*Records provided*:
________

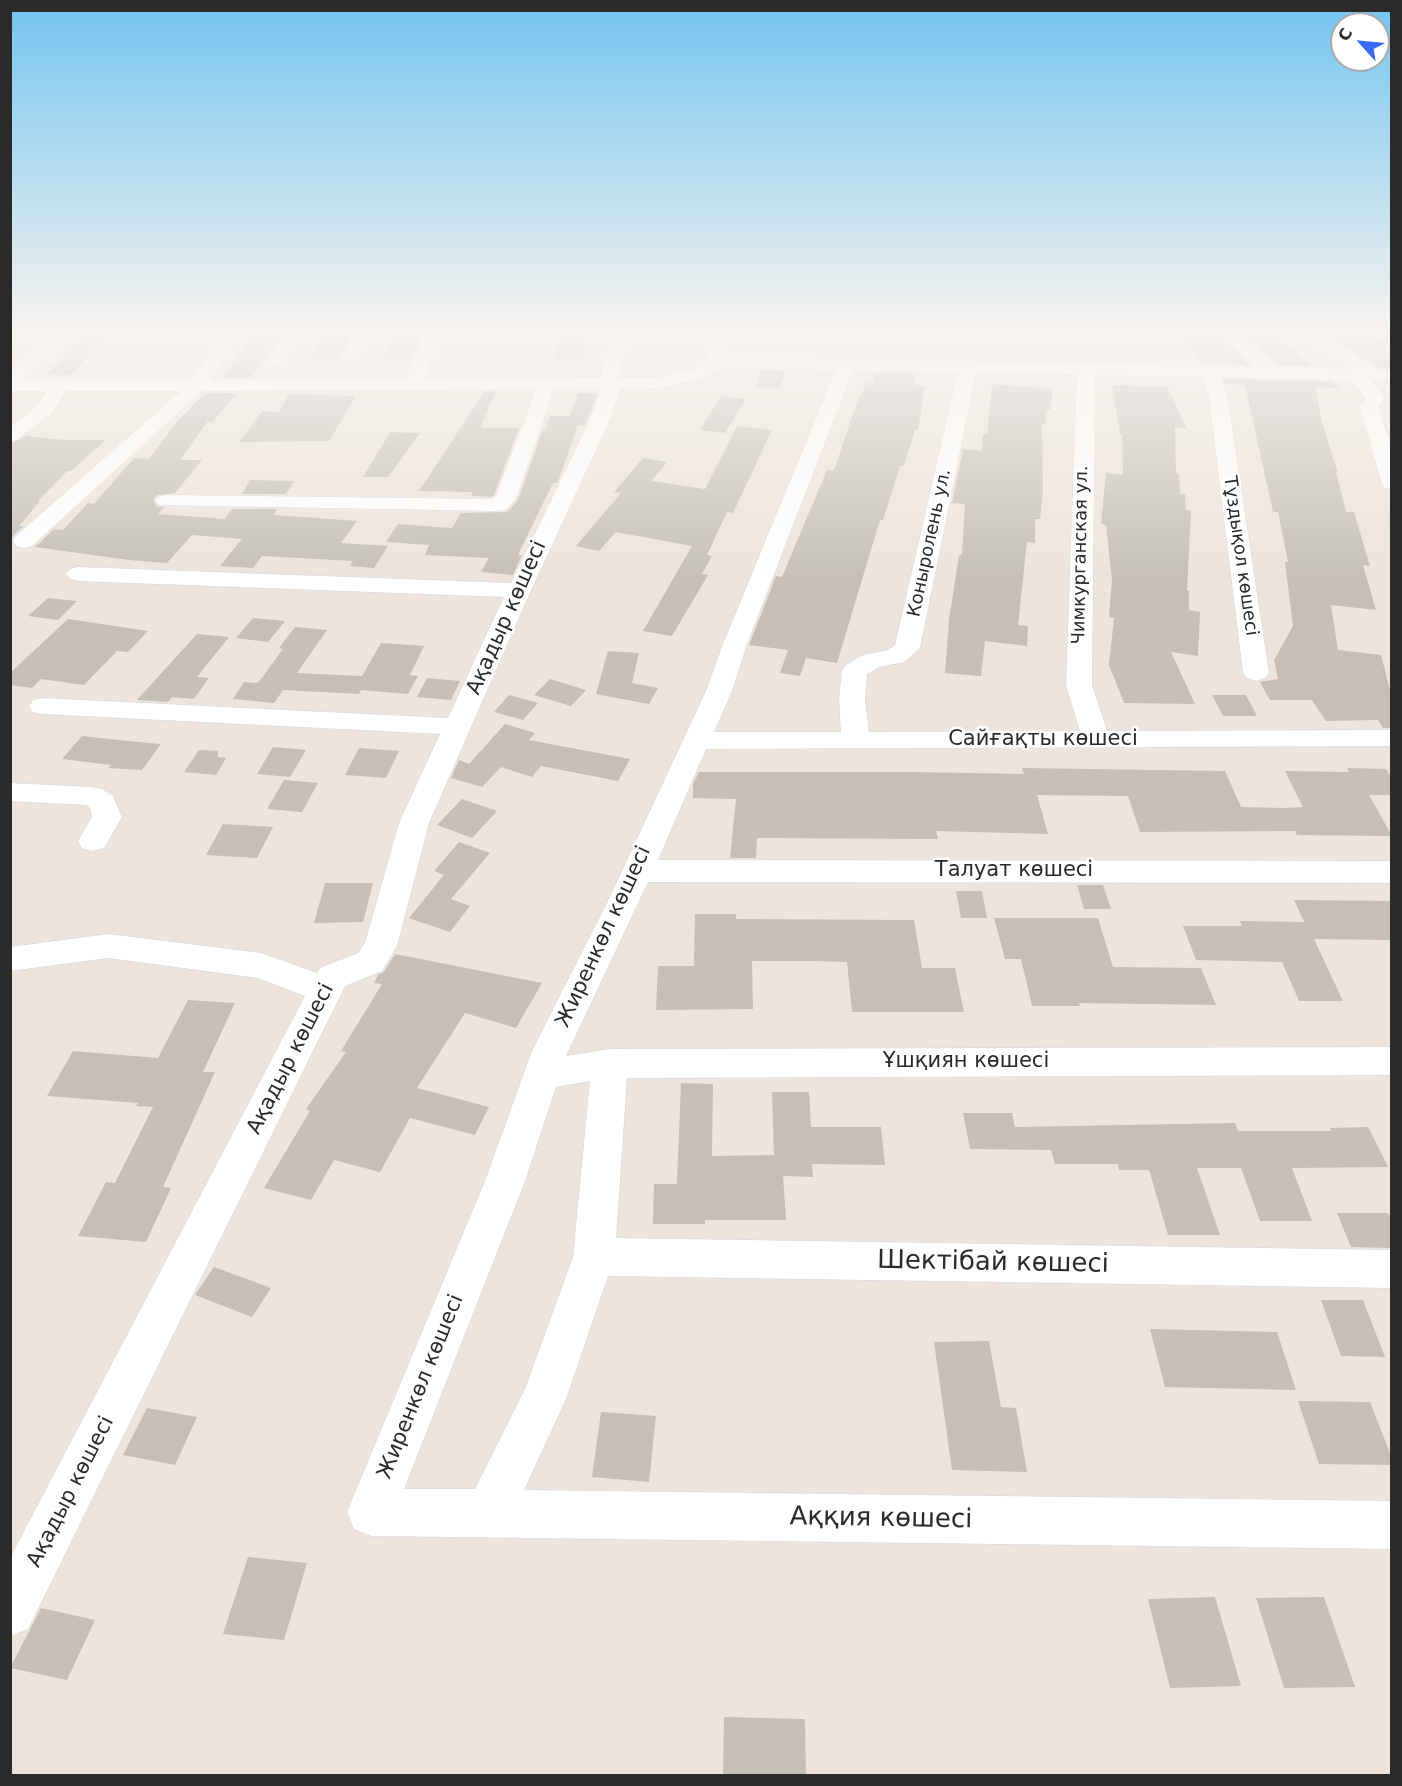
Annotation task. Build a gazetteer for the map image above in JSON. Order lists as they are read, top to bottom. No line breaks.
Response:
{"streets":{"street":["Коныролень ул.","Чимкурганская ул.","Тұздықол көшесі","Ақадыр көшесі","Сайғақты көшесі","Талуат көшесі","Жиренкөл көшесі","Ұшқиян көшесі","Шектібай көшесі","Аққия көшесі"]},"crossings":[["Коныролень ул.","Сайғақты көшесі"],["Чимкурганская ул.","Сайғақты көшесі"],["Сайғақты көшесі","Жиренкөл көшесі"],["Талуат көшесі","Жиренкөл көшесі"],["Жиренкөл көшесі","Ұшқиян көшесі"],["Жиренкөл көшесі","Аққия көшесі"]],"north":"top left"}
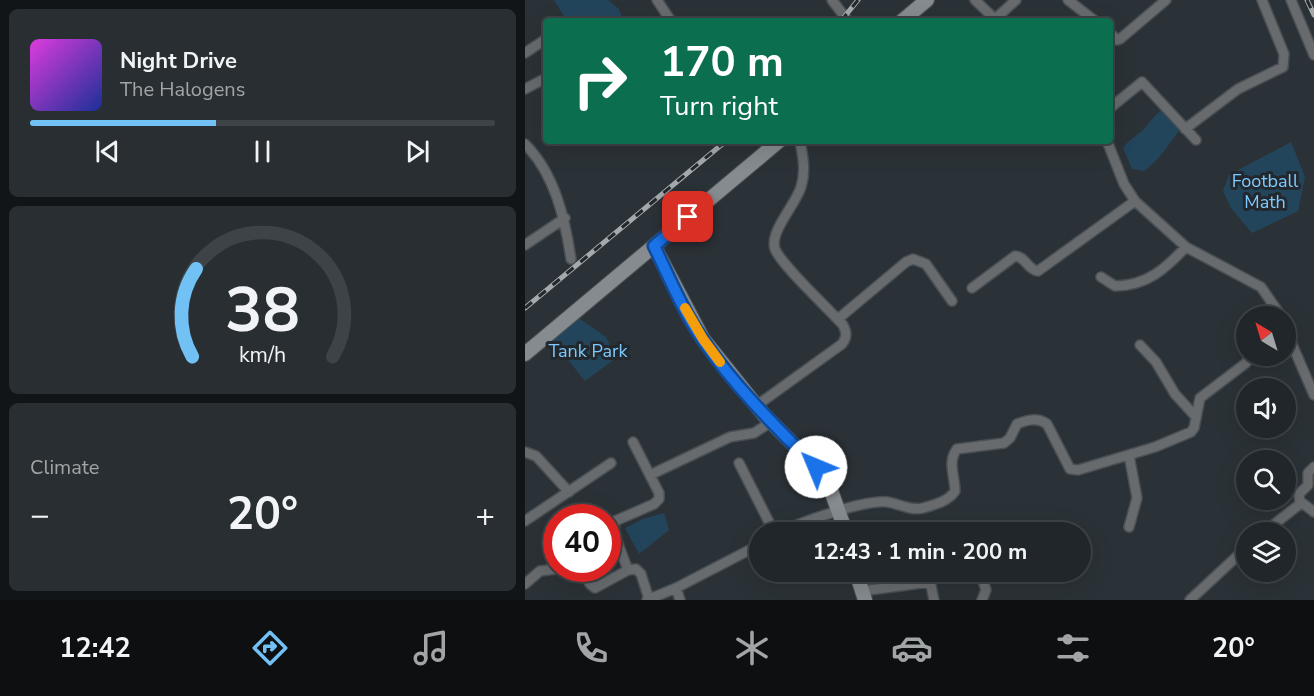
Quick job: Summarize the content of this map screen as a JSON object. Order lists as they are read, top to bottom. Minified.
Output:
{"parks":["Football Math","Tank Park"],"north":"top left","page":{"turn":["170 m","Turn right"],"song":["Night Drive","The Halogens"],"tile":"Climate","heat":["−","20°","+"],"limit":"40","trip":"12:43 · 1 min · 200 m","tabs":["12:42","20°"],"gauge":["38","km/h"]}}
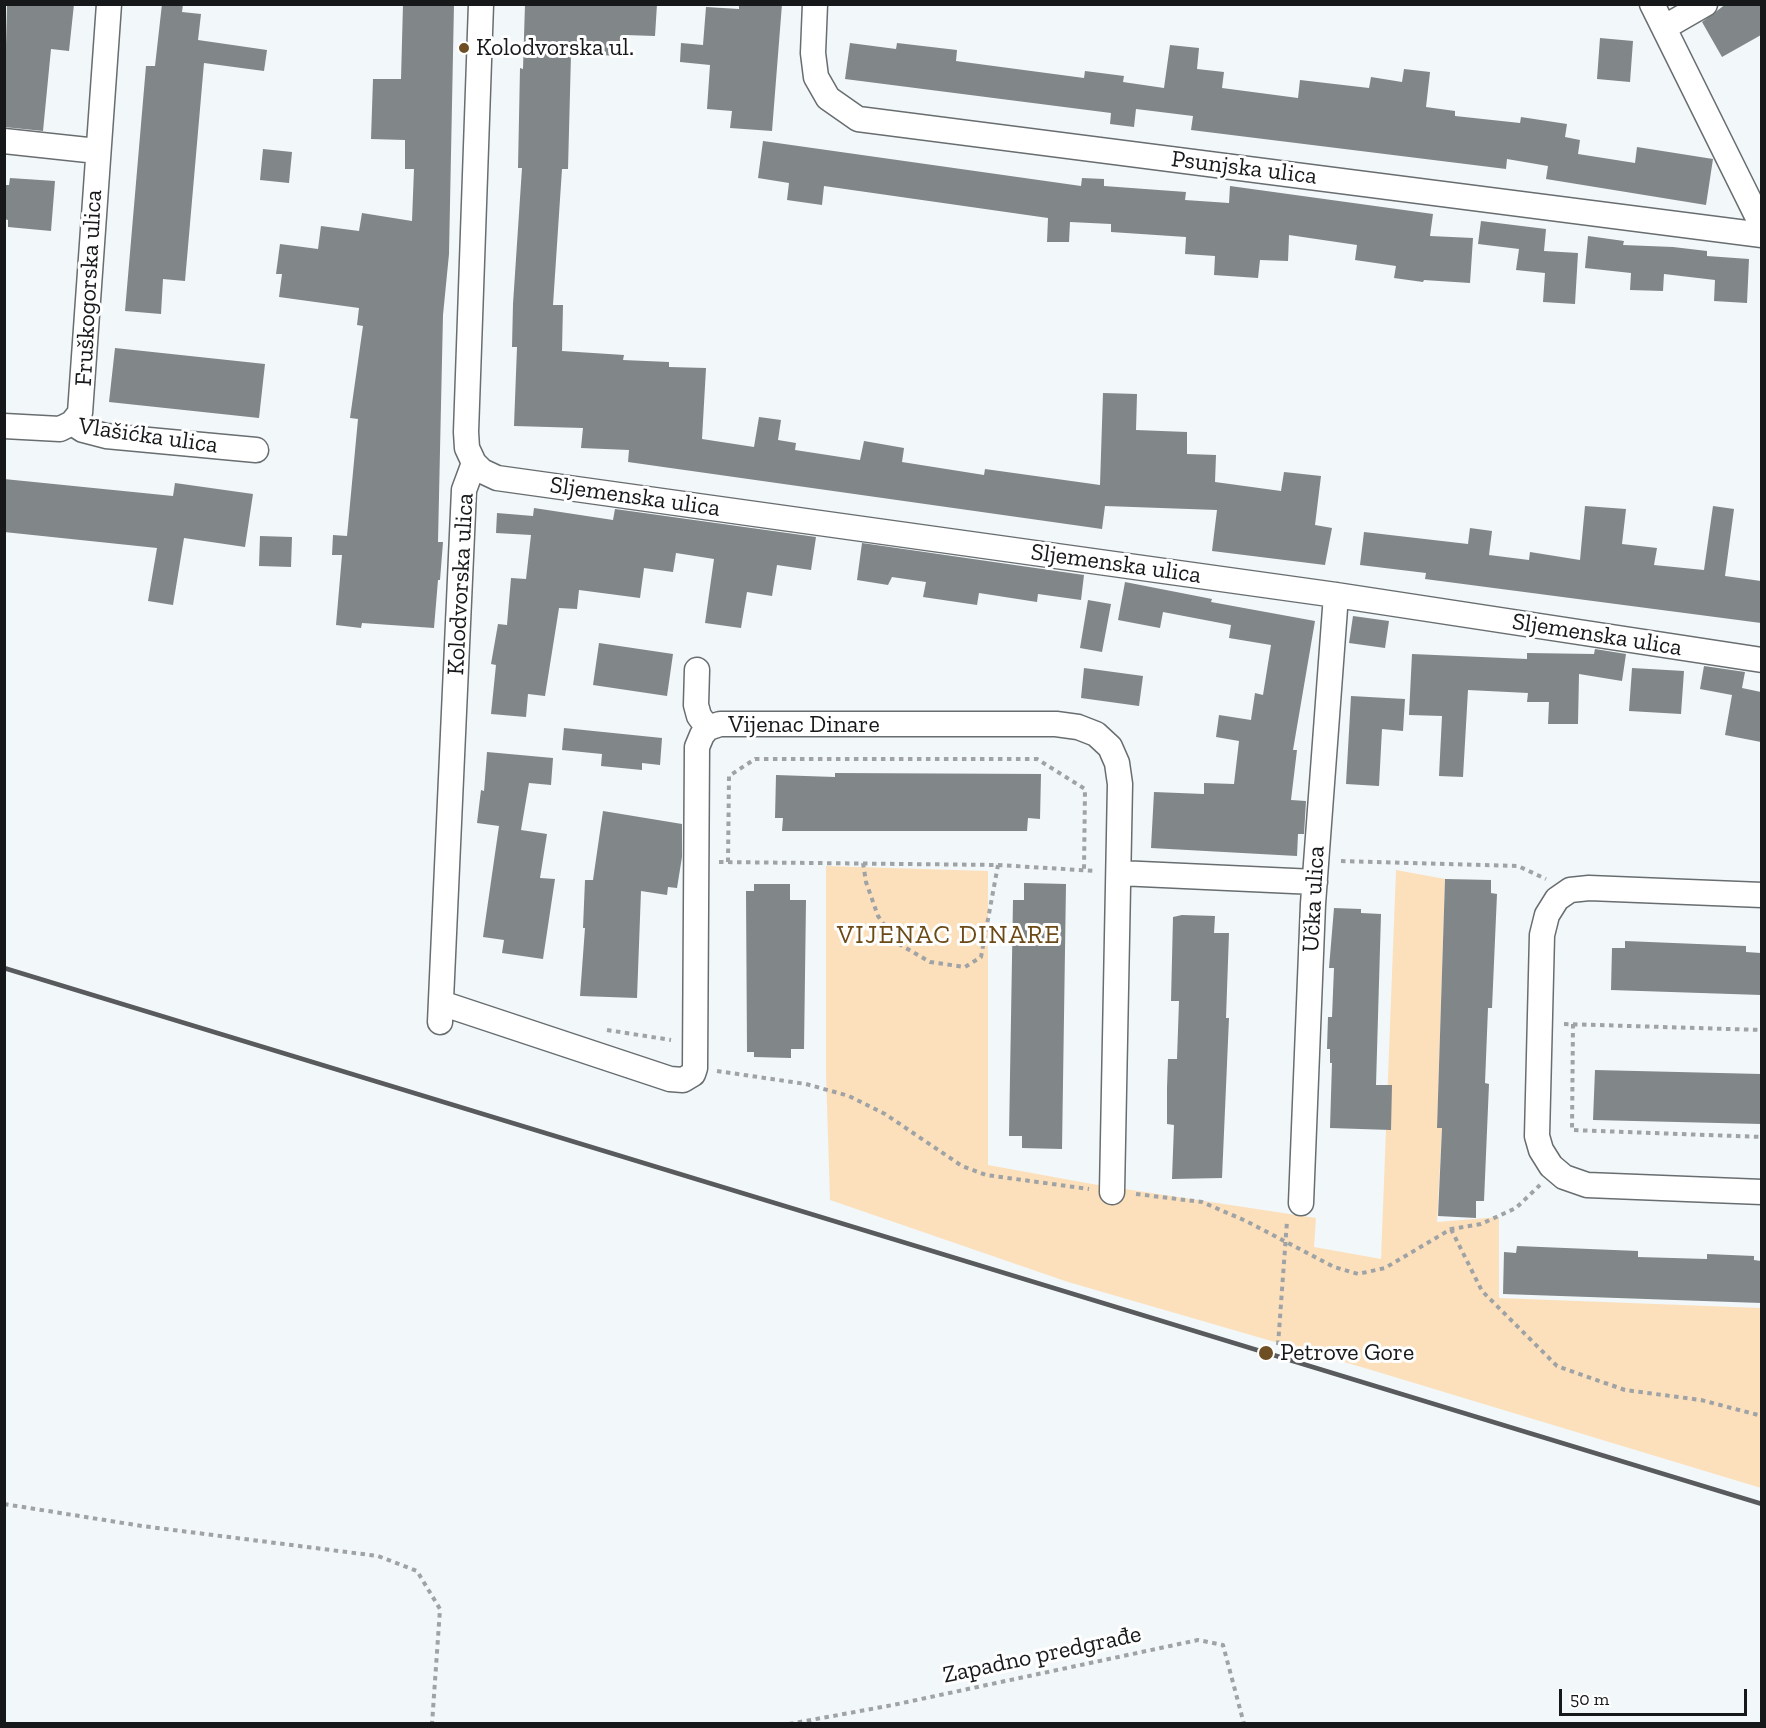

________

*Exercise instructions*: Restate the listing above word for word and skip each picture.

*Response to the task*:
Annotation task. Build a gazetteer for the map image above in JSON. Order lists as they are read, top to bottom. No line breaks.
Response:
{"streets":{"street":["Коныролень ул.","Чимкурганская ул.","Тұздықол көшесі","Ақадыр көшесі","Сайғақты көшесі","Талуат көшесі","Жиренкөл көшесі","Ұшқиян көшесі","Шектібай көшесі","Аққия көшесі"]},"crossings":[["Коныролень ул.","Сайғақты көшесі"],["Чимкурганская ул.","Сайғақты көшесі"],["Сайғақты көшесі","Жиренкөл көшесі"],["Талуат көшесі","Жиренкөл көшесі"],["Жиренкөл көшесі","Ұшқиян көшесі"],["Жиренкөл көшесі","Аққия көшесі"]],"north":"top left"}
Quick job: Summarize the content of this map screen as a JSON object. Order lists as they are read, top to bottom. Minified.
Output:
{"parks":["Football Math","Tank Park"],"north":"top left","page":{"turn":["170 m","Turn right"],"song":["Night Drive","The Halogens"],"tile":"Climate","heat":["−","20°","+"],"limit":"40","trip":"12:43 · 1 min · 200 m","tabs":["12:42","20°"],"gauge":["38","km/h"]}}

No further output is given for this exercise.